2003 Grads Get Good Advice
Wendy Chamberlin (BS70), speaker for the 145th annual Commencement, urged graduates to "serve something bigger than yourself," adding, "Turn your passion into a way to help people-your family, your friends, your community, your country, the world."
A career member of the U.S. Foreign Service who served as the U.S. ambassador to Pakistan during the Sept. 11, 2001, terrorist attacks, Chamberlin now heads the Bureau for Asia and the Near East as an assistant administrator in the U.S. Agency for International Development. She received an honorary doctor of laws degree.
At the SESP Convocation the following day, June 21, in Cahn Auditorium, Stephanie Pace Marshall, president of the Illinois Mathematics and Science Academy, advised graduates to "Live from the inside out, be stewards of your gifts and passions and dream big dreams."
![]() |
P. Lindsay Chase-Lansdale, professor of human development and social policy, presents Eleanor E. Maccoby, a preeminient development psychologist and the Barbara Kimball Browning Professor of Psychology, Emerita, at Stanford University, for an honorary doctor of science degree. Photo by Tanya Tucka. |
Alumni Board Leadership Award
Elsa Wang received the 2003 Alumni Board Leadership Award at Convocation in June. Members of the alumni board committee are Wendy Locascio (chair), Ruth Beller, Victor Dye, Joseph Harmsen, Maria Meza, Julianne Nery, Carolyn Nordstrom, Elaine Oh, Lisa Vahey, Maria Vlahos and Dawn Weston.
Class of 07 Stats
Applicants: 203
Admitted: 59
Accepted: 33 or 59%, the second highest yield of Northwestern schools
Applicants: 203
Admitted: 59
Accepted: 33 or 59%, the second highest yield of Northwestern schools
Happy Birthday, Lindley
Professor Emeritus Lindley W. Stiles, a lifelong educator, recently celebrated his 90th birthday. The New Mexico native and self-proclaimed "cowboy in the classroom" joined the Northwestern University faculty in 1968 with appointments in both the College of Arts and Sciences and the School of Education as the first Interdisciplinary Professor of Education. "My continuing premise," he says, "is that the professions advance themselves through three key activities: teaching, research and practice. And of the three, teaching receives the least attention."

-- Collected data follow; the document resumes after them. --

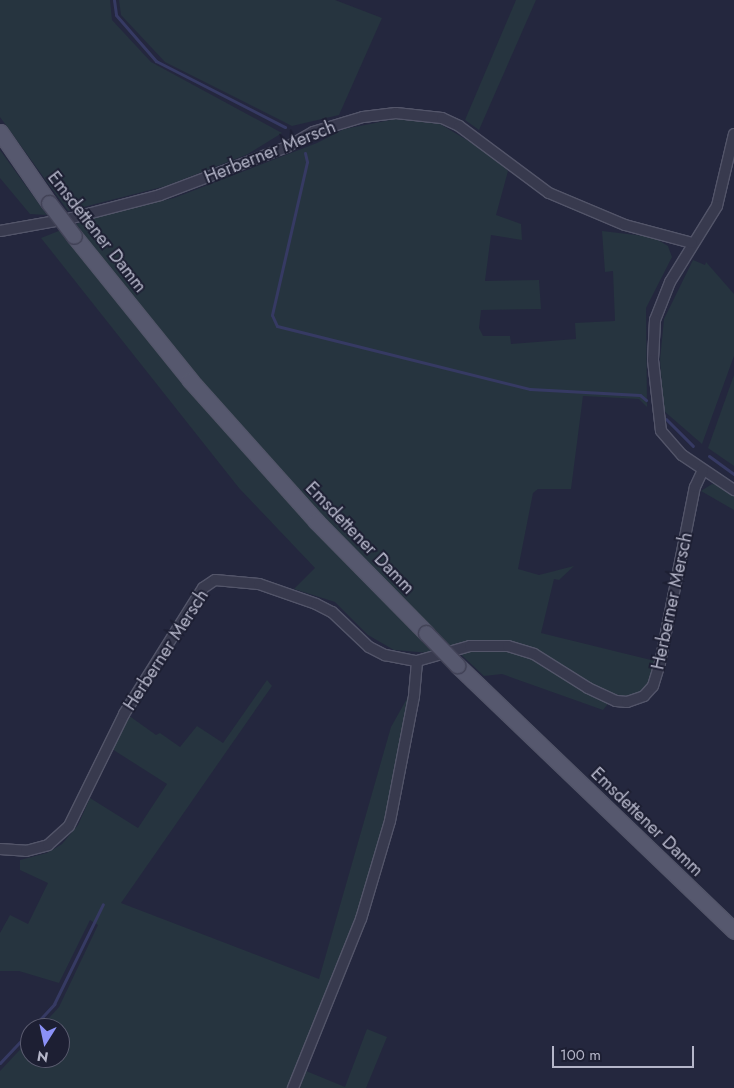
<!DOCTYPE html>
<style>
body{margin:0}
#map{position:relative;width:734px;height:1088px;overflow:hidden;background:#24273e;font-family:Jost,sans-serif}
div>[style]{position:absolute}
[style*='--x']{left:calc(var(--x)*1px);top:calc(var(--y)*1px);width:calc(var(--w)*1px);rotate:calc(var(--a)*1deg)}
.green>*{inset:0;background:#26343f}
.stream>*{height:3px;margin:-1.5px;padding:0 1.5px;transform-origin:1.5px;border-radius:1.5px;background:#363a63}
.roads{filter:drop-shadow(1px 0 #535569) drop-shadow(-1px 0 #535569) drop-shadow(0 1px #535569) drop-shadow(0 -1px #535569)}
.street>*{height:10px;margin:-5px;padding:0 5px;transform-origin:5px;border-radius:5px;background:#383a4e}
.primary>*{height:15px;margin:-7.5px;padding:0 7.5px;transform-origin:7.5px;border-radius:7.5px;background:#56586e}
.bridges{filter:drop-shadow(1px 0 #424357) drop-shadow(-1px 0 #424357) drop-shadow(0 1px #424357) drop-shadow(0 -1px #424357)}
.primary-bridge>*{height:15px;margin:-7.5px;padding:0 7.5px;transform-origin:7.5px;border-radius:7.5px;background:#56586e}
span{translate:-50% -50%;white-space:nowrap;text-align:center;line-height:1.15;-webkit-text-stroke:4px #1d1f33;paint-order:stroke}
.street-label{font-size:18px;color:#b5b6c9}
.north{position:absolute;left:20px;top:1018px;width:50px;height:50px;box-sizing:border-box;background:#1d1f33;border:1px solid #5a5b6f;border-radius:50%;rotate:190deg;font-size:14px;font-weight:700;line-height:20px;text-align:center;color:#b5b6c9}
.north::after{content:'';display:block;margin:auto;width:18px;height:22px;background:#8b91f7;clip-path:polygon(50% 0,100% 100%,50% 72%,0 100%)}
.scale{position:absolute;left:552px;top:1046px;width:142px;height:22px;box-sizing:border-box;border:2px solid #b5b6c9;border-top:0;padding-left:6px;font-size:15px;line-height:18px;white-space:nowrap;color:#b5b6c9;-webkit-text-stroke:4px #1d1f33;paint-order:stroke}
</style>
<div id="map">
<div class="green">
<i style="clip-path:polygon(0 0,110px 0,112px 20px,151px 62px,282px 133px,248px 154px,166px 186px,68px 211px,0 117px)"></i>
<i style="clip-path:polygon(119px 0,335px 0,382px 18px,339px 115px,292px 126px,165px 62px,121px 15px)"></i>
<i style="clip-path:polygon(516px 0,536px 0,479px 130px,465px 120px)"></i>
<i style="clip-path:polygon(396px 119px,440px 124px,487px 152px,508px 171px,496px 215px,521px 224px,522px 240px,491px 235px,485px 281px,539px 280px,541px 309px,481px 310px,479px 328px,483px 336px,510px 336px,511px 344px,576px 339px,575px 323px,615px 321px,613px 271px,605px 272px,602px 231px,653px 237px,668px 246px,672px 257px,646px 308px,647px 407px,639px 399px,583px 396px,571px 489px,538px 489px,533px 493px,518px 569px,539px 575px,574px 566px,559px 580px,554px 579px,541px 633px,655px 661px,649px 683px,639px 693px,628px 698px,615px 695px,603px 710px,502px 674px,484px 676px,453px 647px,430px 653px,394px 650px,368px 635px,335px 602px,294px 589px,315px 568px,239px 488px,41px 238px,94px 217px,174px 198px,317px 143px,344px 129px)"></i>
<i style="clip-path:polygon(0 150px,26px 186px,47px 215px,30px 214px,0 178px)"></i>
<i style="clip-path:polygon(693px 260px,705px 265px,706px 262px,734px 294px,734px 356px,702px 444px,664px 411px,660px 360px,664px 319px)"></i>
<i style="clip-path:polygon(734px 375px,734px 466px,708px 448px)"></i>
<i style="clip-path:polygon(712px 484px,722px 486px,734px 496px,734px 510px,701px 491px)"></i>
<i style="clip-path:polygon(267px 680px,272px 686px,121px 903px,319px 979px,391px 727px,409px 695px,387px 818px,358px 916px,288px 1088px,0 1088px,0 1071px,30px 1039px,30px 1058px,60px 1058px,60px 1028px,40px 1028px,59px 1007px,98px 925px,90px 920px,59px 983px,19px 971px,0 971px,0 933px,10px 915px,28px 924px,48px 883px,20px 870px,20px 860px,47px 853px,62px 844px,78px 825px,90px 798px,138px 828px,167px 784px,112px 749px,128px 715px,156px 735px,160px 733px,180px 747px,197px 726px,223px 743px)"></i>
<i style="clip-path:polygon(367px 1029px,387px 1037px,366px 1088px,300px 1088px,306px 1071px,345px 1087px)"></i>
</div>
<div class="stream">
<i style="--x:114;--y:0;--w:15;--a:82"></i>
<i style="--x:116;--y:15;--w:61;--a:49"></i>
<i style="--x:156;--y:61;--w:145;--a:27.1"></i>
<i style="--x:305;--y:153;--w:9;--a:77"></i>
<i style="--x:307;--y:162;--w:157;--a:102.9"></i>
<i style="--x:272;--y:315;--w:12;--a:66"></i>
<i style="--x:277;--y:326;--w:261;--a:14"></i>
<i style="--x:530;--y:389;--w:110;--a:3.1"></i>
<i style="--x:640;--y:395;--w:8;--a:40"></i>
<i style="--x:666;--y:419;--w:38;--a:45"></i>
<i style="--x:709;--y:456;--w:31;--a:36"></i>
<i style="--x:32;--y:1028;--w:33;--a:-47"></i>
<i style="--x:54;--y:1004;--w:111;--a:-63.9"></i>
<i style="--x:0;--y:1063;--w:44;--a:-46.8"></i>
</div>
<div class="roads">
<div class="street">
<i style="--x:734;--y:134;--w:74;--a:103.3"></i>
<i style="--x:717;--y:206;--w:89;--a:121.7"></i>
<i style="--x:670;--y:282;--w:41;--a:111.5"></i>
<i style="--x:655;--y:320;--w:40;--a:92.9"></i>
<i style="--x:653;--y:360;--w:71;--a:83.6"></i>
<i style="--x:661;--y:431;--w:32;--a:49"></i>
<i style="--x:682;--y:455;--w:63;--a:33.9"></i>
<i style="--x:0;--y:231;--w:73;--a:-10.2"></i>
<i style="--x:72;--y:218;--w:91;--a:-14.6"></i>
<i style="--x:160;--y:195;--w:136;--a:-20.7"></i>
<i style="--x:287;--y:147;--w:30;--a:-30"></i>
<i style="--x:313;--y:132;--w:52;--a:-16.7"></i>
<i style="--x:363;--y:117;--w:33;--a:-7"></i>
<i style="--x:396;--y:113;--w:46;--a:6.2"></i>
<i style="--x:442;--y:118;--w:19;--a:25"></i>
<i style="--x:459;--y:126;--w:112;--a:36.7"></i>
<i style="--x:549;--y:193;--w:82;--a:22.8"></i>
<i style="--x:625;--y:225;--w:69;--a:15"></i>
<i style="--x:0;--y:849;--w:26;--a:4"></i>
<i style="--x:26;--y:851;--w:23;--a:-15"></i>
<i style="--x:48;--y:845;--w:28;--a:-42"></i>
<i style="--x:69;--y:826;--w:125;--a:-63.8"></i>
<i style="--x:124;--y:714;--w:149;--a:-57.9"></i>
<i style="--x:203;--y:588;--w:14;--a:-34"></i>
<i style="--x:215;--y:580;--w:44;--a:5.2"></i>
<i style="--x:259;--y:584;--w:60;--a:19.3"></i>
<i style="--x:316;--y:604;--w:18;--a:27"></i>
<i style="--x:332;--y:612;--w:51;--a:43.4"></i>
<i style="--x:369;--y:647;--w:18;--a:27"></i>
<i style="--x:385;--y:655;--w:33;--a:11"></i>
<i style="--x:417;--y:661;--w:55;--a:-15.8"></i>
<i style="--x:470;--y:646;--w:38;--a:0"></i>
<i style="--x:508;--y:646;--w:27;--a:17"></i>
<i style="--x:534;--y:654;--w:64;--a:32.2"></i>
<i style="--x:588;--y:688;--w:31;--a:25"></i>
<i style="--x:616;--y:701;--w:11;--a:5"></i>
<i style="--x:627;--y:702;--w:18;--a:-19"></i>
<i style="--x:644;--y:696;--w:13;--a:-48"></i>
<i style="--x:653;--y:686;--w:24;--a:-73"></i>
<i style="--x:660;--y:663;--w:179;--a:-78.8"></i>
<i style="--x:695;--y:487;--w:19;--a:-65"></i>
<i style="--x:293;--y:1088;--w:182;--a:-68.1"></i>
<i style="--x:361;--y:919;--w:102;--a:-73.5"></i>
<i style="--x:390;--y:821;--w:127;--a:-79.1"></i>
<i style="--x:414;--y:696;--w:35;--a:-85"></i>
</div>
<div class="primary">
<i style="--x:0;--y:132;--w:86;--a:55.4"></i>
<i style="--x:74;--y:236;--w:185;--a:51.1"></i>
<i style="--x:190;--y:380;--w:189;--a:48.2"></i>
<i style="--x:316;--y:521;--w:157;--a:45.5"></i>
<i style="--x:457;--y:665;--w:384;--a:43.8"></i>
</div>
</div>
<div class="bridges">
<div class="primary-bridge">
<i style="--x:49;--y:203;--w:41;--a:52.9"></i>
<i style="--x:426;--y:633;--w:45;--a:45.9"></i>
</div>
</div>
<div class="street-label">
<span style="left:270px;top:152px;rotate:-22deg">Herberner Mersch</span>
<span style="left:97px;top:232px;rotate:52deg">Emsdettener Damm</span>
<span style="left:360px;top:538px;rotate:46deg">Emsdettener Damm</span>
<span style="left:672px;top:601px;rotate:-78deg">Herberner Mersch</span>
<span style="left:166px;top:650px;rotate:-57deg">Herberner Mersch</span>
<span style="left:647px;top:822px;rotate:44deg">Emsdettener Damm</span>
</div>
<div class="north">N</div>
<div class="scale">100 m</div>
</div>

Author of The Best Should Teach, Stiles devoted his life's work to the belief that "teaching is the preeminent profession because it nourishes all others and the total of human endeavors." Throughout his career he worked to refute negative perceptions of teaching. "If a better world is your aim, all must agree: the best should teach," he wrote. "I had to follow my conscience and challenge the ignorance and traditions that inhibited progress toward making teaching a respected profession."
Before coming to Northwestern, Stiles served as dean of schools of education at the University of Virginia and University of Wisconsin. He also helped generate support for several key pieces of education legislation, including the National Science Act of 1958 and the Elementary and Secondary Education Act of 1965, which he helped write.
At Northwestern, he considered one of his greatest contributions to be establishing the Center for the Teaching Professions, which challenged professors to focus on the quality of their teaching as well as research. "He is a model of democratic and administrative behavior," then-provost Raymond Mack told the Daily Northwestern upon Stiles' retirement in 1979. "But I'll remember him most because of his undying devotion to students."
Today Stiles makes his home in Boulder, Colorado, not far from his alma mater, the University of Colorado. continues to promote the ideals behind The Best Should Teach - even if his chosen profession wasn't exactly what his father had in mind.
" My God no, no, son, anything but a teacher!" the elder Mr. Stiles said when his son informed him of his career plans. But Stiles was on a mission-and he still is. "I felt called to teach," he commented when he retired. "There's nothing I would rather do."